On a typical Sunday in Tucson, I will go to the Spanish Mass at the Episcopal Church of St. Michael and All Angels and our congregation will worship together. That congregation is made up of both gay and straight parishioners; some of them are not converted to the Episcopal Church but attend because they like the place. I happen to know that one family attended once but didn't come back because on that particular Sunday our priest was out of town and a female priest said the Mass in his place. That shocked and offended the family and they haven't been back since that Sunday. It didn't have anything to do with gay priests or parishioners, just the fact that the priest was female.
There isn't anything I can do for them, so like everyone else I am not worrying about it. If a person cannot see beyond gender, how can we ask them to rise above homophobia? They aren't there yet--maybe they never will be.
So those Americans who want the "sin" of homosexuality be legislated back into the status of a "crime" are just forced to scratch their itchy trigger fingers and lament the passing of the Good Old Days when they could unleash frontier justice on some hapless man or woman trying to live their life in peace. Bryan Fischer of the American Family Association, who in all probability is a heavily-closeted gay man, can hardly keep his composure when he speaks of the heinous situation in America where gays and lesbians are not rounded up and packed off to someplace where he won't have to speak about them (I'm sure he thinks about them night and day, especially the gay men). That is related to my article the other day when I quoted the author who described the attitude that if you can ban it and get it out of sight, it doesn't present a problem.

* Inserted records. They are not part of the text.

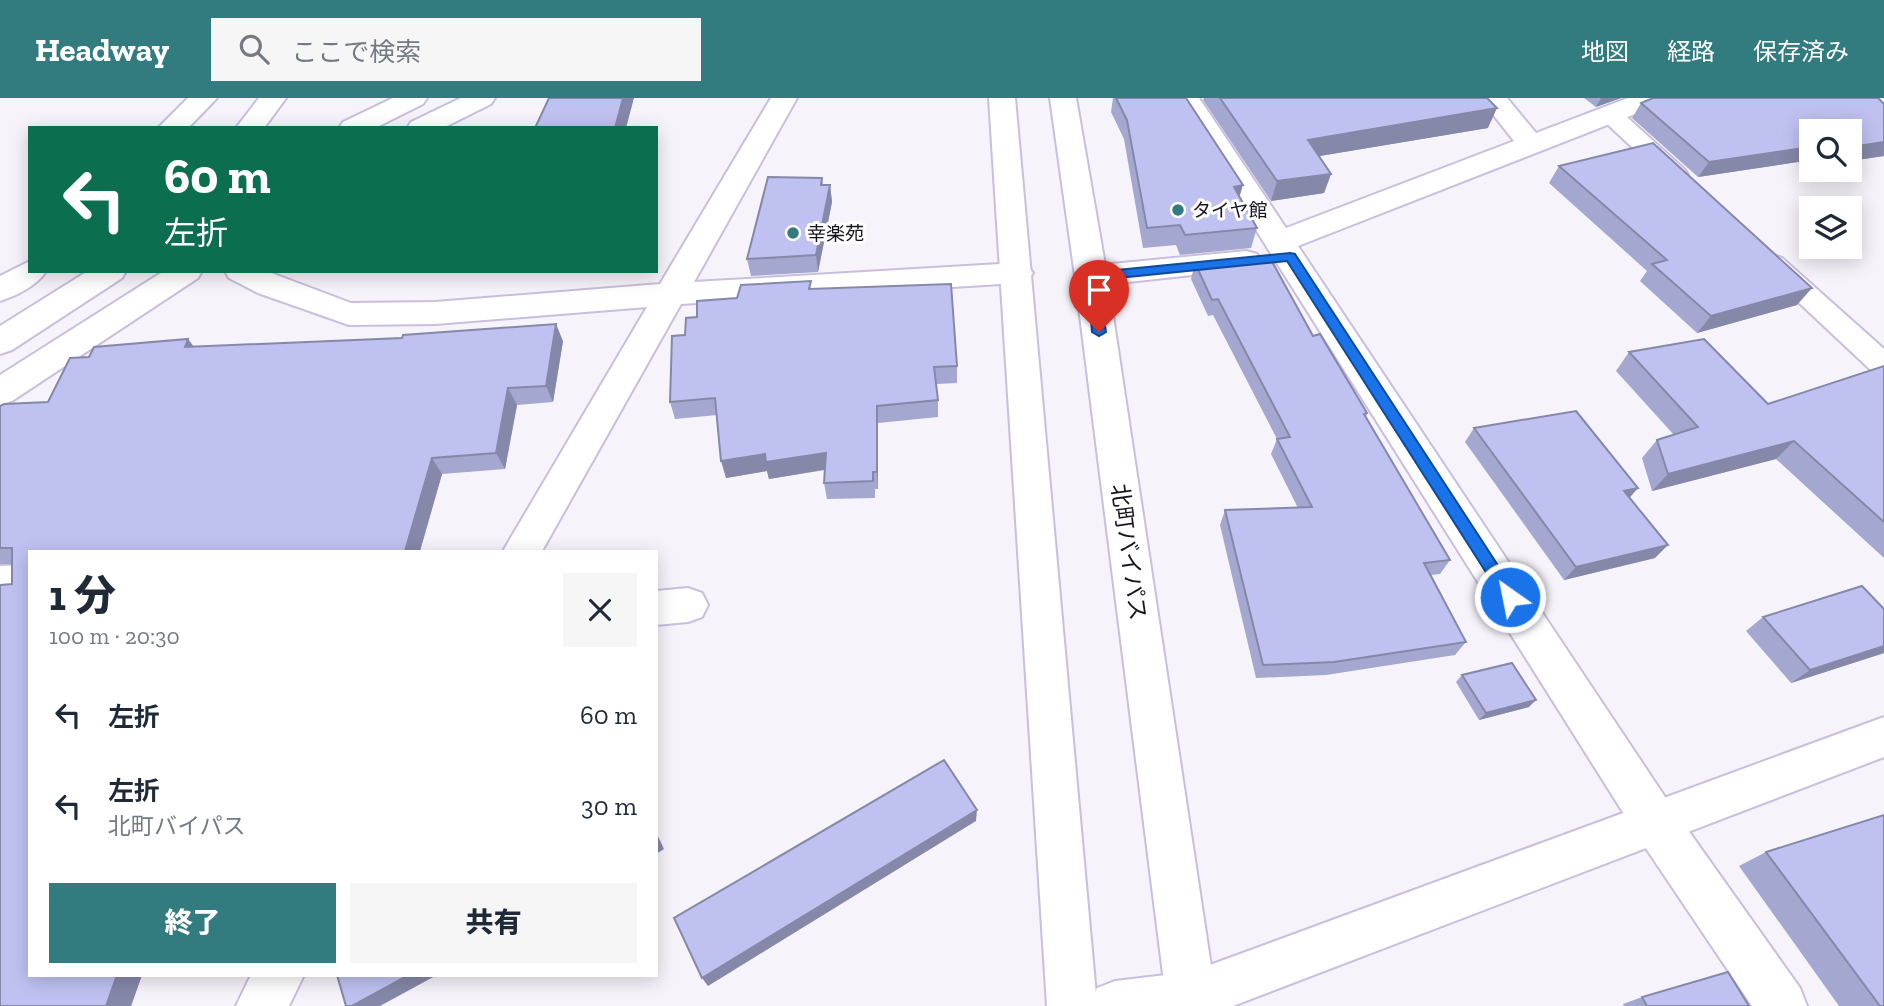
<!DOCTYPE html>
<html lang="ja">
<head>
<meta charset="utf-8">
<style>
  :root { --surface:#fff; --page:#f6f6f7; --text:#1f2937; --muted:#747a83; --accent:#327b7e }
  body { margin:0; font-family:"Zilla Slab","Noto Sans JP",serif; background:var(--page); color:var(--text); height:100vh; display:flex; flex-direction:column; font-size:26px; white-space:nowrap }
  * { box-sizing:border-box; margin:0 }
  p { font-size:23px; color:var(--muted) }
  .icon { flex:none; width:38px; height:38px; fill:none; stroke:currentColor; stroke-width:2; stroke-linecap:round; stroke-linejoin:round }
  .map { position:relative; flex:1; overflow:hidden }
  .details { position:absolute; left:28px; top:452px; width:630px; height:427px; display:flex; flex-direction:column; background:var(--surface); border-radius:0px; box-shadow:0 4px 18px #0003 }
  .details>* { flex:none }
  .banner { position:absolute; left:28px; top:28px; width:630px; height:147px; border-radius:0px; box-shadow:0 4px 18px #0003; background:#0b6e4f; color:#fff; overflow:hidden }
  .fabs { position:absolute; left:1799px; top:21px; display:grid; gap:14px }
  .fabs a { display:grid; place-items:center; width:63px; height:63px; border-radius:0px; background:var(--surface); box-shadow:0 4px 18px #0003; font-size:35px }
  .pin { position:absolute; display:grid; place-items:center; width:60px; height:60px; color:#fff; margin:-72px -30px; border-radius:50% 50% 50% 0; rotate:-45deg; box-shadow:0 0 7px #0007 }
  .pin .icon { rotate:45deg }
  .me { position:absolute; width:77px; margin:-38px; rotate:327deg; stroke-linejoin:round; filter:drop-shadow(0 0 5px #0008) }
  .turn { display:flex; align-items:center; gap:24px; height:147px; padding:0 21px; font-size:32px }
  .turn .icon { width:91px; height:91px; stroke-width:2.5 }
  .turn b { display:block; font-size:49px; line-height:60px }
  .round { display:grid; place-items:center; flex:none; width:74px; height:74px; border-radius:0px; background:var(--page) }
  .summary { display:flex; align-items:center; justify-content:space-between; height:119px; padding:0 21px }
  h1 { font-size:42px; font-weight:800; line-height:52px }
  .button { display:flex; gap:14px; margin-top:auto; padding:14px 21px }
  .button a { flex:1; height:80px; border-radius:0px; background:var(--accent); color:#fff; font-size:28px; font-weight:800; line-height:80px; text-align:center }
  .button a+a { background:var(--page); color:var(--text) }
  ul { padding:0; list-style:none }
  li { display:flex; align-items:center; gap:21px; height:91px; padding:0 21px }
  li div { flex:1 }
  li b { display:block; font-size:26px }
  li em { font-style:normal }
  header { display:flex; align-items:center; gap:42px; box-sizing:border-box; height:98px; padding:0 35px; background:var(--accent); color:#fff }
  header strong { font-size:33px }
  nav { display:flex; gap:38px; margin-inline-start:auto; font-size:24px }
  .search { width:490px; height:63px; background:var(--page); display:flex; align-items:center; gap:18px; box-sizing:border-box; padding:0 24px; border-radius:0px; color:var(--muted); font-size:26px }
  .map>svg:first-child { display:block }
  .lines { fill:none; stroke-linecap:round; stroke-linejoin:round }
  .service-casing { stroke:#cabede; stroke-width:4 }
  .pedestrian-casing { stroke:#cabede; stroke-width:4 }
  .minor-casing { stroke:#cabede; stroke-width:4 }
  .tertiary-casing { stroke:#cabede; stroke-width:4 }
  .trunk-casing { stroke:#cabede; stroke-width:4 }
  .service { fill:#fff; fill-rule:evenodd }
  .pedestrian { fill:#fff; fill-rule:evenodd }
  .minor { fill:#fff; fill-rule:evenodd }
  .tertiary { fill:#fff; fill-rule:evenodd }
  .trunk { fill:#fff; fill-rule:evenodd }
  .wall { fill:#a4a7cf }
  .shaded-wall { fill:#8688a9 }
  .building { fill:#bfc2f1; stroke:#8688a9; stroke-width:2 }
  .route { fill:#1a73e8; stroke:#114b97; stroke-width:2 }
  .poi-dot { fill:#327b7e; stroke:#fff; stroke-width:2.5 }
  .labels { text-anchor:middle; stroke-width:6; stroke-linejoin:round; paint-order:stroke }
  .far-poi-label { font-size:19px; fill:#191520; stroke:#fff; text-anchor:start }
  .street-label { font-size:23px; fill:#191520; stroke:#fff }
</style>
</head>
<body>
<header>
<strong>Headway</strong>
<div class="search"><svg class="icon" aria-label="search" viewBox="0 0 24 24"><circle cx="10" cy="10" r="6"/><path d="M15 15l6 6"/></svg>ここで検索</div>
<nav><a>地図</a><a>経路</a><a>保存済み</a></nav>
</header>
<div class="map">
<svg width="1884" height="908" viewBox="0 0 1884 908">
  <rect width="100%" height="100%" fill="#f6f3fa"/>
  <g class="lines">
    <g class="service-casing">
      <g id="service">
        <polygon points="1610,9 1618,11 1685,72 1688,77 1685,82 1667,82 1602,21 1598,16 1602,11"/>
        <polygon points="1773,157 1782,160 1884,251 1884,278 1874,275 1764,172 1760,166 1764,160"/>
      </g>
    </g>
    <g class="pedestrian-casing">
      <g id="pedestrian">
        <polygon points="188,0 217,0 188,30 158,30"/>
        <path d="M30,163V173H46C38,187 16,198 0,203V178Z"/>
      </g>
    </g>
    <g class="minor-casing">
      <g id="minor">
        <polygon points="259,0 286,0 264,30 236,30"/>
        <polygon points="771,0 797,0 694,184 1017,165 1028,168 1033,175 1028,182 1017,185 681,206 542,453 503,453 647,209 435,226 349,227 258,195 229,180 225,173 266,173 351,205 435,204 660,186"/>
        <polygon points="1173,0 1199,0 1286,130 1514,43 1480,0 1507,0 1536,35 1628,0 1665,0 1661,6 1298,148 1673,711 1800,890 1807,908 1752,908 1641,743"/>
        <polygon points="1246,153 1257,156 1261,163 1257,170 1091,188 1080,185 1075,178 1080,171 1091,168"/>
        <polygon points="30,467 30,499 0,500 0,468"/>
        <polygon points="688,490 702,495 708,507 702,519 688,524 656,527 656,493"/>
        <polygon points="251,877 304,877 289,908 236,908"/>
      </g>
    </g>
    <g class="tertiary-casing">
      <g id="tertiary">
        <polygon points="393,0 427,0 423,6 375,30 339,30 343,24"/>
        <polygon points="461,0 495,0 491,6 443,30 407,30 411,24"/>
        <polygon points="88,173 126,173 122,180 12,252 0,256 0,228"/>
        <polygon points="164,173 202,173 198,180 12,303 0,307 0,277"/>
        <polygon points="1884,619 1884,659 1233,908 1090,908 1097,890 1115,883 1191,874"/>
      </g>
    </g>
    <g class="trunk-casing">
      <g id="trunk">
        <polygon points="989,0 1015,0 1097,908 1047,908"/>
        <polygon points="1050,0 1076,0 1107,178 1217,908 1167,908 1075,178"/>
      </g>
    </g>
    <use href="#service" class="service"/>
    <use href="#pedestrian" class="pedestrian"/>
    <use href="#minor" class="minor"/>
    <use href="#tertiary" class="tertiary"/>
    <use href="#trunk" class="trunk"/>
  </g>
  <g class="wall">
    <polygon points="1113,0 1186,0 1257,130 1251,150 1180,157 1176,147 1143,150 1124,41 1111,14"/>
    <polygon points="1204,0 1487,0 1488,30 1319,58 1331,76 1324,95 1271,103 1203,2"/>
    <polygon points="1584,0 1621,0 1596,9"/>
    <polygon points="1641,5 1884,6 1884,58 1850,63 1850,33 1811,33 1811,62 1698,79 1632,20"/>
    <polygon points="1559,68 1797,207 1697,235 1640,183 1647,173 1549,85"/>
    <polygon points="822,80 823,87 830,87 832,104 818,174 751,178 747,161"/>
    <polygon points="1195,165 1313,238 1367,315 1366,319 1450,462 1440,476 1431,477 1466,544 1455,557 1326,577 1256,580 1220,427 1225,412 1298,410 1271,356 1277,341 1213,217 1208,218 1191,181"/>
    <polygon points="812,191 957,268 957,285 936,286 938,302 938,319 878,325 878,391 875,391 875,400 827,401 824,385 825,372 769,381 767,373 726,380 717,317 675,321 670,304 685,237 697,219 737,200"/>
    <polygon points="563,243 553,304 517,307 505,371 442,376 420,453 30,453 142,877 131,908 0,908 12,466 0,466 0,308 48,304 194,249"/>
    <polygon points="1629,254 1768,306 1884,268 1884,460 1776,361 1652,393 1642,360 1657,342 1674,337 1616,273"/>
    <polygon points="1474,330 1630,400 1655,460 1564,482 1465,344"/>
    <polygon points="1763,519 1884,555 1791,585 1746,533"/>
    <polygon points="1462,577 1529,609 1479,622 1456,584"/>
    <polygon points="1766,754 1884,908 1839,908 1739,768"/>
    <polygon points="1642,899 1749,908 1624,908 1623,906"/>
  </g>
  <g class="shaded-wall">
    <polygon points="623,0 634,0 626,30 615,30"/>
    <polygon points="1601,0 1621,0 1596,9"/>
    <polygon points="1497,10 1488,30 1302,61 1308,42"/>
    <polygon points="1884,44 1884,58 1850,63 1851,49"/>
    <polygon points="1811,49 1811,62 1698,79 1709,64"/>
    <polygon points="1331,76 1324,95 1271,103 1277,83"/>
    <polygon points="830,87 832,104 818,174 816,157"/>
    <polygon points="1243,87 1237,107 1234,89"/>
    <polygon points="1812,190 1797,207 1697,235 1711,218"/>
    <polygon points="556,226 563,243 553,304 546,288"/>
    <polygon points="188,241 201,258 185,249"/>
    <polygon points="508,290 517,307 505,371 496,355"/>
    <polygon points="877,308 878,325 878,391 877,374"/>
    <polygon points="1794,343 1776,361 1652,393 1668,376"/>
    <polygon points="826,355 828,371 769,381 767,373 726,380 721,363 765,356"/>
    <polygon points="432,360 442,376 420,453 405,453"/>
    <polygon points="1638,390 1626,404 1624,393"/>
    <polygon points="1668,447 1655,460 1564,482 1576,469"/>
    <polygon points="1884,548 1884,555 1791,585 1810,572"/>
    <polygon points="1536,602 1529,609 1479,622 1486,615"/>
    <polygon points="977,712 976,723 708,888 702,880"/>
    <polygon points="656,734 664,751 656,756"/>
    <polygon points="117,877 142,877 131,908 106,908"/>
    <polygon points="409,877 437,877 380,908 352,908"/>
  </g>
  <g class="building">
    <polygon points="549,0 623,0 615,30 535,30"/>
    <polygon points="1116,0 1186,0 1243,87 1234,89 1257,130 1185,137 1180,127 1147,130 1127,22"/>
    <polygon points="1220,0 1487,0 1497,10 1308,42 1331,76 1277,83"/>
    <polygon points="1653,0 1878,0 1884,6 1884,44 1851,49 1850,33 1811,33 1811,49 1709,64 1641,5"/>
    <polygon points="1653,45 1812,190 1711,218 1652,166 1667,162 1559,68"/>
    <polygon points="768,79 822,80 821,87 830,87 816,157 747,161"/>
    <polygon points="1269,158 1313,238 1320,236 1367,315 1364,316 1450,462 1424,465 1466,544 1334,564 1263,567 1225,412 1312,409 1277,341 1290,339 1218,201 1212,202 1195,165"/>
    <polygon points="811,183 809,191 951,186 957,268 934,269 938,302 877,308 877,374 873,374 873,383 824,385 826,355 766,364 765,356 721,363 715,300 670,304 672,238 685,237 686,220 697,219 697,203 737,200 741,187"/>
    <polygon points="556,226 546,288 508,290 496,355 432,360 405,453 30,453 30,877 117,877 106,908 0,908 0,487 12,486 12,450 0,450 0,308 4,306 48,304 70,260 89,259 94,249 188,241 185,249 402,240 403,237"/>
    <polygon points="1704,241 1768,306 1884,268 1884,424 1794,343 1668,376 1657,342 1698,329 1629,254"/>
    <polygon points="1576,313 1638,390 1624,393 1668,447 1576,469 1474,330"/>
    <polygon points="1862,488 1884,511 1884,548 1810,572 1763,519"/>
    <polygon points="1512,565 1536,602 1486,615 1462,577"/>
    <polygon points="944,662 977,712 702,880 674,820"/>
    <polygon points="1884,717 1884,908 1880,908 1766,754"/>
    <polygon points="1728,874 1749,908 1647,908 1642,899"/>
    <polygon points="337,877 409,877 352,908 346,908"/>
  </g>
  <polygon class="route" points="1290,155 1295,156 1516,495 1516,504 1505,504 1287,163 1098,182 1106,234 1099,238 1092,234 1087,175"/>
  <g class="poi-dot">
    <circle cx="1178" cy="112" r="7"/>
    <circle cx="793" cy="135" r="7"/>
  </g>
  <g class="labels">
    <g class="far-poi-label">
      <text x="1192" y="119">タイヤ館</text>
      <text x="807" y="142">幸楽苑</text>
    </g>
    <g class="street-label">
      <text transform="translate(1129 454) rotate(82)" y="8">北町バイパス</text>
    </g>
  </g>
</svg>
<div class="fabs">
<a><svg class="icon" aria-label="search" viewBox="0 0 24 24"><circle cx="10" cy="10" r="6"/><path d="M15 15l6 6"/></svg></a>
<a><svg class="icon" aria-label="layers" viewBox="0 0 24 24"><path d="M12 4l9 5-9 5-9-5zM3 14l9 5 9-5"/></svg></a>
</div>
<div class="pin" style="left:1099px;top:234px;background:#d93025"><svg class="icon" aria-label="arrive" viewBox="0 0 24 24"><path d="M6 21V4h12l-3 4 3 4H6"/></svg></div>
<svg class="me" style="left:1510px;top:499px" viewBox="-20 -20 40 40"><circle r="17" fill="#1a73e8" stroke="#fff" stroke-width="3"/><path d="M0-11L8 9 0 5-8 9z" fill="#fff"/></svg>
<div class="banner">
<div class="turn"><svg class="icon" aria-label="left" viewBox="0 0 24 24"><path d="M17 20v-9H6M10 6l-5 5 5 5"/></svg><div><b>60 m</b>左折</div></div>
</div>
<section class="details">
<div class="summary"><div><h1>1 分</h1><p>100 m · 20:30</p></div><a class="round"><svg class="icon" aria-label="close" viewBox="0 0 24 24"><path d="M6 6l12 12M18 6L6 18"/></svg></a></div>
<ul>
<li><svg class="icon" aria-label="left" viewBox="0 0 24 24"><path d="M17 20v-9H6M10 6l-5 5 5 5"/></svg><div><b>左折</b></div><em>60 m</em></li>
<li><svg class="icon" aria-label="left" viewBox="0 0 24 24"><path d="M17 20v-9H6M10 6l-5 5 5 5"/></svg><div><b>左折</b><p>北町バイパス</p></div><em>30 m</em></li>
</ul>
<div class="button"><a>終了</a><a>共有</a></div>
</section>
</div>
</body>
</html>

But it isn't true. Those who are obsessed and fascinated with the LGBT lifestyle cannot get off that easily. Remove the gays from their day-to-day life and they will do what the crazy preachers do on Sunday mornings, teaching four-year-olds to parrot anti-gay songs even though there aren't any gays within miles of the church and they aren't ever going to deal with them. There is nowhere that the United States government could stash the gay community that would take it out of harm's way, as attested to by the preacher who wants them all rounded up and then killed.
Think you'll be absolutely sure you got each and every one of 'em after that? Will your obsession cease? You'll finally have peace of mind knowing that all the gays are gone? I don't think so.